[Math] Find the number of possible solutions in $x+y+z=30$ under conditions.

Question

Three variables $x,y,z$ have a sum of $30$. All three are Non-Negative integers.
If any $2$ variables don't have the same value and exactly one variable has
value less than or equal to $3$, find the number of possible solutions ?

$a.)\ 98 \\
b.)\ 285 \\
c.)\ 68 \\
\color{green}{d.)\ 294\\}
$

I did

$x=0,y+z=30\implies 31\ \text{ways}$

$x=1,y+z=29\implies 30\ \text{ways}$

$x=2,y+z=28\implies 29\ \text{ways}$

$x=3,y+z=27\implies 28\ \text{ways}$

Total ways=$118$

But the book is giving answer as $294$ .

I look for a short and simple way.

I have studied maths upto $12$th grade.

Answer 1

Your method is OK, just a few slips - however unless I'm missing something, none of the suggested answers is correct.

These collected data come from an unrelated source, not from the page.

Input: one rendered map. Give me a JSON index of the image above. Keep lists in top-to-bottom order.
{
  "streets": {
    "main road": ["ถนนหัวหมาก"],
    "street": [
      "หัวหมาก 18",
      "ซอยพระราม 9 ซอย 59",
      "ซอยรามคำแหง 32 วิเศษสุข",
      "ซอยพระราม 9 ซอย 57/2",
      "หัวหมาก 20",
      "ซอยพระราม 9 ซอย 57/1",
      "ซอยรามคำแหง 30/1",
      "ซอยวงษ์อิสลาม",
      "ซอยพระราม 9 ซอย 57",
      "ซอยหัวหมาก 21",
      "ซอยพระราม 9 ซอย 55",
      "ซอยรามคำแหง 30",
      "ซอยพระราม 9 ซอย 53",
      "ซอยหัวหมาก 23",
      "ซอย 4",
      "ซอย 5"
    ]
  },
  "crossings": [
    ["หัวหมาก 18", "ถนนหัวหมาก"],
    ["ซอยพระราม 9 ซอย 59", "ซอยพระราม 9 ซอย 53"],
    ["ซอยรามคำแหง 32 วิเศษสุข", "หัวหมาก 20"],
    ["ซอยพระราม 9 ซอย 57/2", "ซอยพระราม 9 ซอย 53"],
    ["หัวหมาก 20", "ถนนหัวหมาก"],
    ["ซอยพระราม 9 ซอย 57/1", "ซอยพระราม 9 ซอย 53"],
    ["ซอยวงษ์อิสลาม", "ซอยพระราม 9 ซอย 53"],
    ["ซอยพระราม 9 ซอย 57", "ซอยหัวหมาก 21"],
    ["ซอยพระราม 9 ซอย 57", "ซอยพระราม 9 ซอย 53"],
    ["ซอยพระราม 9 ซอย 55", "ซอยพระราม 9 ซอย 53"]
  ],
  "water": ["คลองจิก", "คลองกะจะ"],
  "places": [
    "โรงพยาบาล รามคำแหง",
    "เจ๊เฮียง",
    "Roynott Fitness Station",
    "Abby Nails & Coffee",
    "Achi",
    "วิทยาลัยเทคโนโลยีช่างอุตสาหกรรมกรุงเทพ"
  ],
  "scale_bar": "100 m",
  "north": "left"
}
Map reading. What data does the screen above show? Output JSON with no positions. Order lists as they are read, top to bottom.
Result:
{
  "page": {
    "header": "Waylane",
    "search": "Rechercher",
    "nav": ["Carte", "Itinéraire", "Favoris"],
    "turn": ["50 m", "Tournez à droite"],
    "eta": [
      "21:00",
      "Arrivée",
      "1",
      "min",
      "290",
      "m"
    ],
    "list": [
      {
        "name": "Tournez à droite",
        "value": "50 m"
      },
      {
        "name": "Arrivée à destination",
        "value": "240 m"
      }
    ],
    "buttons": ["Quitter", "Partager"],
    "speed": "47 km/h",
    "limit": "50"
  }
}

• $x=0$, $y+z=30$: only $23$ ways with $y,z\ge4$, but one of these is $y=z=15$ which is not allowed, so only $22$ ways.
• Similar adjustments give $22+22+20+20=84$.
• But any of the three variables could be ${}\le3$, it doesn't have to be $x$. So multiply by $3$ to give (answer) $252$ possibilities.